As always in cycling, as standards rise, questions of doping are rife. With teams obsessed by Team Sky’s old mantra of “marginal gains” surely the temptation to dope is higher than ever? “We have to trust the authorities are doing a good job and we’re not seeing many positive returns etcetera etcetera. That’s the party line.

But, personally, I didn’t really see any difference in the testing process throughout my career.

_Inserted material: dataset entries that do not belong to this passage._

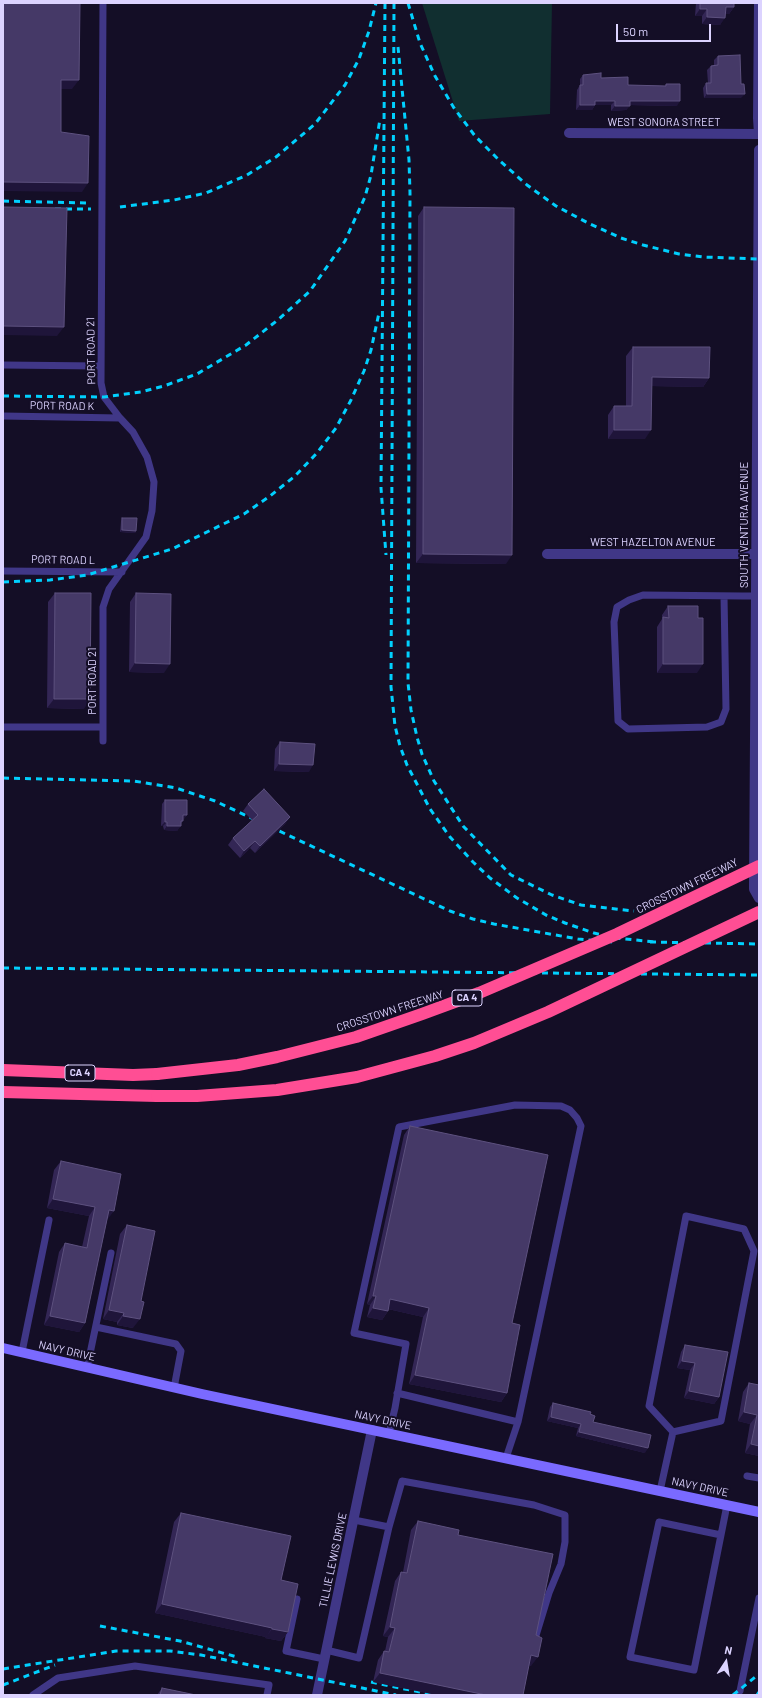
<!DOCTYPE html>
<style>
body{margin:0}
#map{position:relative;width:762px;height:1698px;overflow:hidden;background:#140e26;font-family:Barlow,sans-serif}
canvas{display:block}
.frame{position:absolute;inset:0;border:4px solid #dcd3ff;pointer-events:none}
.north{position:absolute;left:706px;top:1642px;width:40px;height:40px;-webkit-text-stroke:3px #140e26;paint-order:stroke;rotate:12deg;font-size:11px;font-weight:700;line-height:16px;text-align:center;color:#dcd3ff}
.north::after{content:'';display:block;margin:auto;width:14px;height:18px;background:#dcd3ff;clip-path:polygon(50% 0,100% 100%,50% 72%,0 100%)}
.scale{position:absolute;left:616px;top:24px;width:95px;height:18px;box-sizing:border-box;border:2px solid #dcd3ff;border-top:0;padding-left:5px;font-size:12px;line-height:14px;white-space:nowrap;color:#dcd3ff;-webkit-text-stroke:3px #140e26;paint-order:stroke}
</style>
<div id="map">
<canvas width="762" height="1698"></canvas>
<div class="frame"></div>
<div class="north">N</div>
<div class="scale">50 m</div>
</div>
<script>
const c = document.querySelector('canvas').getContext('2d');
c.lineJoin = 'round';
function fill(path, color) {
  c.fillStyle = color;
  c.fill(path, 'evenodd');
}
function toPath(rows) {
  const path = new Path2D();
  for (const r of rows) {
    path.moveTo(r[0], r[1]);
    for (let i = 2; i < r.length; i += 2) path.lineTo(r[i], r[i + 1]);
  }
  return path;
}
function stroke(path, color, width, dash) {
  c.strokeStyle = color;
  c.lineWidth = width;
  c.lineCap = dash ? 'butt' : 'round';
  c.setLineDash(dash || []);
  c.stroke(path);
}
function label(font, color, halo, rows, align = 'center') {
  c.font = font + ' Barlow,sans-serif';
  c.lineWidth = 4;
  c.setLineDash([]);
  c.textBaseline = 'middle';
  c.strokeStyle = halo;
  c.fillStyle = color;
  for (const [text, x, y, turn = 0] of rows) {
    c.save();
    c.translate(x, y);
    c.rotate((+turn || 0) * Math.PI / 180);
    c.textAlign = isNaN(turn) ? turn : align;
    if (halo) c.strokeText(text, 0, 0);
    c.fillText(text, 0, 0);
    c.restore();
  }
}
const green = toPath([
 [422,3,552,3,550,114,459,121]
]);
const lane = toPath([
 [103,3,101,383,104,397,120,418,133,432,147,457,154,482,152,511,146,537,109,589,103,607,103,741],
 [3,365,101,366],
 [3,416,120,418],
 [3,571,122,572],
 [724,596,726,709,721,722,707,727,628,729,618,721,614,622,617,607,629,600,643,595,743,596,755,596],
 [3,727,103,727],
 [686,1216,744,1229,754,1251,721,1421,673,1432,649,1406,686,1216],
 [96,1327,176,1344,181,1351,174,1388],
 [22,1352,49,1220],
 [87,1368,111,1253],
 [397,1393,518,1422],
 [389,1433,395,1408,406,1344,354,1333,399,1127,515,1105,561,1106,570,1110,577,1118,581,1126,518,1422,506,1458],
 [747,1476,759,1478],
 [660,1491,673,1432],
 [354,1520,389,1527,402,1481,534,1505,565,1515,565,1542,561,1564,549,1593,534,1642],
 [721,1535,659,1522,630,1657,694,1670,727,1505],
 [297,1599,286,1651,324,1659],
 [326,1650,359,1658,389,1527],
 [33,1695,58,1678,135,1666,269,1685,267,1695],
 [737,1695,740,1691,759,1598]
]);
const street = toPath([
 [759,3,758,118,759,134],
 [569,133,759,134],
 [759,150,754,884,754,889,759,898],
 [547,554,759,554],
 [317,1695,372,1430]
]);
const secondary = toPath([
 [3,1348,202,1394,759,1512]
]);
const highway = toPath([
 [3,1070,133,1075,157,1074],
 [3,1092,157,1096]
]);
const rail = toPath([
 [385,3,381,488,386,555],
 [394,3,391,687,395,726,400,746,407,765,430,809,450,837,473,862,490,878,517,898,546,915,565,923,594,933,615,938,656,942],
 [408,3,420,43,435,76,454,108,475,136,500,161,527,185,556,206,588,223,621,238,643,245,679,254,703,257,759,259],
 [398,47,409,160,410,193,408,683,411,710,417,737,422,754,434,781,463,826,511,875,552,895,581,905,634,911],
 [3,201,88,203],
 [120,207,174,200,206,193,247,175,276,157,315,124,345,85,359,59,369,31,376,3],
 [55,209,91,209],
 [3,396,104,397,141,392,164,386,197,374,246,345,279,319,310,291,345,241,365,197,371,175,380,119],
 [3,582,50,580,87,575,172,549,244,514,270,496,295,476,317,453,336,428,351,400,364,371,371,350,379,313],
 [3,778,134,781,176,788,215,801,450,911,473,919,494,924,578,939,612,942],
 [650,942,759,944],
 [3,968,759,975],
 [100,1626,180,1641,237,1657],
 [3,1669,116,1651,170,1651,201,1655,396,1695],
 [371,1682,434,1695],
 [3,1685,55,1665],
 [733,1695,759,1674],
 [757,1695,759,1692]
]);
const highwayBridge = toPath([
 [157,1074,238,1065,277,1057,356,1037,422,1014,479,993,617,934,759,866],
 [157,1096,197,1096,277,1090,357,1077,435,1056,474,1043,548,1012,759,912]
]);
const wall = toPath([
 [696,3,734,3,734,7,729,14,725,14,720,25,702,24,702,16,695,16],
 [718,56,741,98,704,98,703,88,706,83,708,83,707,70,711,66,714,65,714,60],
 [583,75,601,78,628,85,665,86,666,84,677,106,630,105,626,110,611,111,611,105,595,105,592,110,576,110,577,90,580,85,580,79],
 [424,207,506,564,416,563,418,216],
 [633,347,709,378,703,387,652,386,645,439,608,439,608,415,614,406,626,406,626,356],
 [122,518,136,531,135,533,120,532,121,521],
 [55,593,84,709,47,708,48,602],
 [136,593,164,673,129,672,130,602],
 [668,606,698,618,697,673,657,673,657,627,662,619,662,615],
 [280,742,309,772,274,771,275,749],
 [165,800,187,815,183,820,177,831,164,830,163,826,161,826,162,804],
 [248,804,290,817,285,824,255,853,250,848,240,858,228,845,233,838,252,820,243,811],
 [410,1126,512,1323,507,1393,501,1402,409,1384,423,1317,388,1309,388,1311,382,1320,367,1317,370,1305,367,1304,404,1135],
 [61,1161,107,1220,85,1323,79,1332,44,1325,59,1252,65,1243,82,1247,89,1216,47,1208,54,1170],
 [127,1225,133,1328,117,1325,117,1322,103,1319,120,1234],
 [685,1345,719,1397,714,1404,684,1398,690,1370,677,1368,681,1352],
 [759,1381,759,1456,745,1453,750,1424,738,1421,743,1392,749,1383,758,1385],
 [553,1403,590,1414,593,1422,645,1453,576,1436,578,1428,547,1421,550,1407],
 [181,1513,281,1580,288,1632,281,1641,265,1638,266,1637,155,1613,174,1522],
 [418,1521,458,1535,536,1635,531,1666,529,1665,523,1695,437,1695,373,1682,378,1660,384,1651,385,1651,388,1637,383,1636,395,1581,401,1572,403,1572,411,1530],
 [162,1688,196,1695,157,1695]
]);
const shadedWall = toPath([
 [726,7,734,7,729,14,721,14],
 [700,9,707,9,702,16,695,16],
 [707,17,725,18,720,25,702,24],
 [61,80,79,80,72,89,55,89],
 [707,94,745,94,741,98,704,98],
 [595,101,615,101,611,105,595,105,592,110,576,110,580,105],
 [630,101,680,101,677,106,626,105],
 [615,106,630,106,626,110,611,111],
 [3,182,88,183,82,192,3,191],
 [3,326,64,327,57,336,3,335],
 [652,377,709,378,703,387,645,386],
 [614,430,651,430,645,439,608,439],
 [122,530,136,531,135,533,120,532],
 [423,554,512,555,506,564,416,563],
 [135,663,170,664,164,673,129,672],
 [663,664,703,664,697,673,657,673],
 [54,699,90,699,84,709,47,708],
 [279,764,313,765,309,772,274,771],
 [183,815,187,815,183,820,180,820],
 [290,817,285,824,255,853,260,846],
 [165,822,167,822,163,826,161,826],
 [167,826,181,826,177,831,164,830],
 [255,841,250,848,240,858,244,851],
 [53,1199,95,1207,89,1216,47,1208],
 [109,1210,114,1211,107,1220,102,1219],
 [373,1296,376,1296,370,1305,367,1304],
 [390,1299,429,1308,423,1317,384,1308],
 [373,1308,388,1311,382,1320,367,1317],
 [109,1310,124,1313,117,1322,103,1319],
 [50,1316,85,1323,79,1332,44,1325],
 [123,1316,140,1319,133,1328,117,1325],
 [682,1361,695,1363,690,1370,677,1368],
 [415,1375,507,1393,501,1402,409,1384],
 [689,1391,719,1397,714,1404,684,1398],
 [744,1412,757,1415,750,1424,738,1421],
 [551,1417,581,1424,578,1428,547,1421],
 [579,1432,648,1448,645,1453,576,1436],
 [751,1444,759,1446,759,1456,745,1453],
 [162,1604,272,1628,266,1637,155,1613],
 [390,1627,395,1628,388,1637,383,1636],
 [272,1629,288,1632,281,1641,265,1638],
 [531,1655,538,1657,531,1666,525,1664],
 [380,1673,486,1695,437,1695,373,1682]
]);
const building = toPath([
 [3,3,80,3,79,80,61,80,61,132,89,136,88,183,3,182,3,3],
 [700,3,734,3,734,7,726,7,725,18,707,17,707,9,700,9,700,3],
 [740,55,741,84,744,84,745,94,707,94,706,83,711,83,711,66,718,65,718,56,740,55],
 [601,73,601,78,628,77,628,85,666,86,666,84,680,84,680,101,630,101,630,106,615,106,615,101,595,101,595,105,580,105,580,85,583,85,583,75,601,73],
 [3,207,67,208,64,327,3,326,3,207],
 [424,207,514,208,512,555,423,554,424,207],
 [633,347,710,347,709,378,652,377,651,430,614,430,614,406,632,406,633,347],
 [122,518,137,518,136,531,122,530,122,518],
 [55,593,91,593,90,699,54,699,55,593],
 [136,593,171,594,170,664,135,663,136,593],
 [668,606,698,606,698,618,703,618,703,664,663,664,663,617,669,618,668,606],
 [280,742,315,744,313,765,279,764,280,742],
 [264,789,290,817,260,846,255,841,244,851,233,838,258,815,248,804,264,789],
 [165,800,187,800,187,815,183,815,183,821,181,821,181,826,167,826,167,822,165,822,165,800],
 [410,1126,548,1155,512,1323,520,1325,507,1393,415,1375,429,1308,390,1299,388,1311,373,1308,376,1296,373,1296,410,1126],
 [61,1161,121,1174,114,1211,109,1210,85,1323,50,1316,65,1243,87,1248,95,1207,53,1199,61,1161],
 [127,1225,155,1231,141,1301,144,1302,140,1319,123,1316,124,1313,109,1310,127,1225],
 [685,1345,728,1352,719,1397,689,1391,695,1363,682,1361,685,1345],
 [749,1383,759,1385,759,1446,751,1444,757,1415,744,1412,749,1383],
 [553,1403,591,1412,590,1414,595,1416,593,1422,651,1435,648,1448,579,1432,581,1424,551,1417,553,1403],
 [181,1513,291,1536,281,1580,298,1584,288,1632,272,1629,272,1628,162,1604,181,1513],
 [418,1521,459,1530,458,1535,553,1554,536,1635,542,1638,538,1657,531,1655,523,1695,486,1695,380,1673,384,1651,389,1652,395,1628,390,1627,401,1572,407,1573,418,1521],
 [162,1688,196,1695,160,1695,162,1688]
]);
const shields = [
 [467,998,30],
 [80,1073,30]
];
const shieldNames = [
 ["CA 4",467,998],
 ["CA 4",80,1073]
];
const streetNames = [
 ["WEST SONORA STREET",664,122],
 ["PORT ROAD 21",91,351,-91],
 ["PORT ROAD K",62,406,1],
 ["SOUTH VENTURA AVENUE",744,525,-90],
 ["WEST HAZELTON AVENUE",653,542],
 ["PORT ROAD L",63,560,1],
 ["PORT ROAD 21",92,681,-90],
 ["CROSSTOWN FREEWAY",687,886,-26],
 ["CROSSTOWN FREEWAY",390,1011,-18],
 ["NAVY DRIVE",67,1351,13],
 ["NAVY DRIVE",383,1420,12],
 ["NAVY DRIVE",700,1487,12],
 ["TILLIE LEWIS DRIVE",333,1560,-78]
];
fill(green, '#112f30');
stroke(lane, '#403787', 7);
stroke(street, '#403787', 10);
stroke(secondary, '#7a6aff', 10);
stroke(highway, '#ff4e94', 12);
stroke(rail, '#00d0fe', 3, [6, 5]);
stroke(highwayBridge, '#ff4e94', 12);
fill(wall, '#332655');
fill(shadedWall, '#1f153a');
fill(building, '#453967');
stroke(building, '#5d517f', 1);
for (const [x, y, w] of shields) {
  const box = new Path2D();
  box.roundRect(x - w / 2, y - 8, w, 16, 3);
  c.fillStyle = '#140e26';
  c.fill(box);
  stroke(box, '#dcd3ff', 1);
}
label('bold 10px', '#dcd3ff', null, shieldNames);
label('11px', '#dcd3ff', '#140e26', streetNames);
</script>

From 2011 to 2021 it didn’t really change. I presume that testing has got more advanced but it’s hard to know if it’s working.

“I was probably tested less as my career went on. I would hope that was because they were testing other potentially suspect guys because I had years of a rock‑steady biological passport. But, throughout the history of testing, the cheats have always been ahead of the testers. You’ve also got young riders coming in and I don’t know whether they have that same scarring we had. They haven’t lived through a severe doping scandal like we did. It’s an impossible job, almost [to catch all the dopers], but I do believe they’re doing their best with the resources they have. But you have to ask: ‘Is anything being taken now that’s not yet banned?”

Away from such murky terrain, Martin sounds blissfully happy with his family in Andorra where he is working in a new investment business and about to publish his first book.

“I retired still loving riding my bike, and loving racing, and that was a very fortunate position. It was an amazing lifestyle and cycling’s been incredible to me. I was lucky that it was once possible to ride a bike on your own terms and with a smile on your face.”

Dan Martin’s Chased by Pandas is published by Quercus.